Car story: where will Canada’s electric vehicle batteries go when they die?

Electric vehicles are booming in B.C. and that means the province has a unique opportunity to divert some of the world’s most sought-after clean-energy minerals from a potentially hazardous waste stream

What happens when an electric vehicle battery the size of a small dinner table reaches the end of its life? 

That’s the question jurisdictions across Canada and the world are grappling with as more and more electric vehicles hit the roads in the coming decades. In B.C., government estimates there will be more than 2.5 million of these vehicles cruising along the province’s roadways by 2040.

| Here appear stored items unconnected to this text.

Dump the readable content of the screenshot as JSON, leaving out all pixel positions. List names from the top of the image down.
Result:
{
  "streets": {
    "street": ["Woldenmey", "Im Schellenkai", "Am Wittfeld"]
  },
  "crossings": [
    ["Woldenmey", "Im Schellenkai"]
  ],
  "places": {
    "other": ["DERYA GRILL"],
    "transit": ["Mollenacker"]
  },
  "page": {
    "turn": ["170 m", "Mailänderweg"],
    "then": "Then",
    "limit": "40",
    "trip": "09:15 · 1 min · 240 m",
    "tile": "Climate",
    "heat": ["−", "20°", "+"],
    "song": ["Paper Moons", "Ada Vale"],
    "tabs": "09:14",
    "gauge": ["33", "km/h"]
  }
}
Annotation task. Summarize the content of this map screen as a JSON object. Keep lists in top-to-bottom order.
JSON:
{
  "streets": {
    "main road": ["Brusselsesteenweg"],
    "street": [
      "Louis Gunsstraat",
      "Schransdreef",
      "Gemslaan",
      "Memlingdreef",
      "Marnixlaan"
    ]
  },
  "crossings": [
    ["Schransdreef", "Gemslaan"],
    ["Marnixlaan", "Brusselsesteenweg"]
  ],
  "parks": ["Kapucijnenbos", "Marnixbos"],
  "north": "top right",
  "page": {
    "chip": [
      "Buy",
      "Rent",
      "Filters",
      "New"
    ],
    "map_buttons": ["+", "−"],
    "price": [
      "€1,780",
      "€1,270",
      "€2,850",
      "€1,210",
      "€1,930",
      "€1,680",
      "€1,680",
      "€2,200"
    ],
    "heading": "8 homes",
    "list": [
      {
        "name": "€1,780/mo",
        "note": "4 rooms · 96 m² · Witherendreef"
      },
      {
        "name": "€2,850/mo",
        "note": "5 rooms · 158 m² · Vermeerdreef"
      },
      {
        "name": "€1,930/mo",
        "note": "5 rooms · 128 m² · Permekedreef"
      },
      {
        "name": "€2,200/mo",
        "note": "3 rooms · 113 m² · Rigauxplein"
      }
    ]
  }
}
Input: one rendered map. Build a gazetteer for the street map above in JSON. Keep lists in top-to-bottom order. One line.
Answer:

With so much focus in B.C. on growing the mining sector and especially supplying minerals for the clean energy revolution, critics say the province is overlooking the potential economic benefits of extracting materials from used-up electric vehicle batteries — materials that don’t require the creation of new, environmentally impactful, mines.

Electric vehicles in Canada an opportunity to rethink battery recycling

There are already more than 60,000 electric vehicles on B.C.’s roads. Each car is equipped with a lithium-ion battery and while the design of those batteries is much the same as the one in your smartphone, electric vehicle batteries are, by necessity, much bigger. A single car battery can weigh several hundred kilograms and is made up of materials like manganese, graphite, nickel, cobalt and lithium. 

These behemoths of the battery world have an average lifespan of eight to 15 years, which means as the electric vehicle market continues to grow, B.C. faces an important opportunity to rethink the recycling sector.

It’s work that’s already underway across the continent.

Kunal Phalpher, chief strategy officer at Li-Cycle, a Toronto-based lithium-ion recycling company with four facilities operating and under construction across North America — including in Kingston, Ont. — said the more batteries become available, the better the opportunities become for recyclers.

He said it’s crucial to plan for recycling right at the start of the electric vehicle growth curve.

“In the next eight to 10 years we’re going through this first wave of rapid growth and rapid increase in demand for these materials where you’re still going to need new primary resources [from mines],” he told The Narwhal. 

“But it’s also the time to build up infrastructure to manage [batteries] at end of life so that we can continue to chip away and increase the percentage of recycled material back into the battery.”

Phalpher said he anticipates a sector-wide shift to reusing more materials. Electric vehicle batteries aren’t currently produced with recycled minerals because there’s not enough supply, he said.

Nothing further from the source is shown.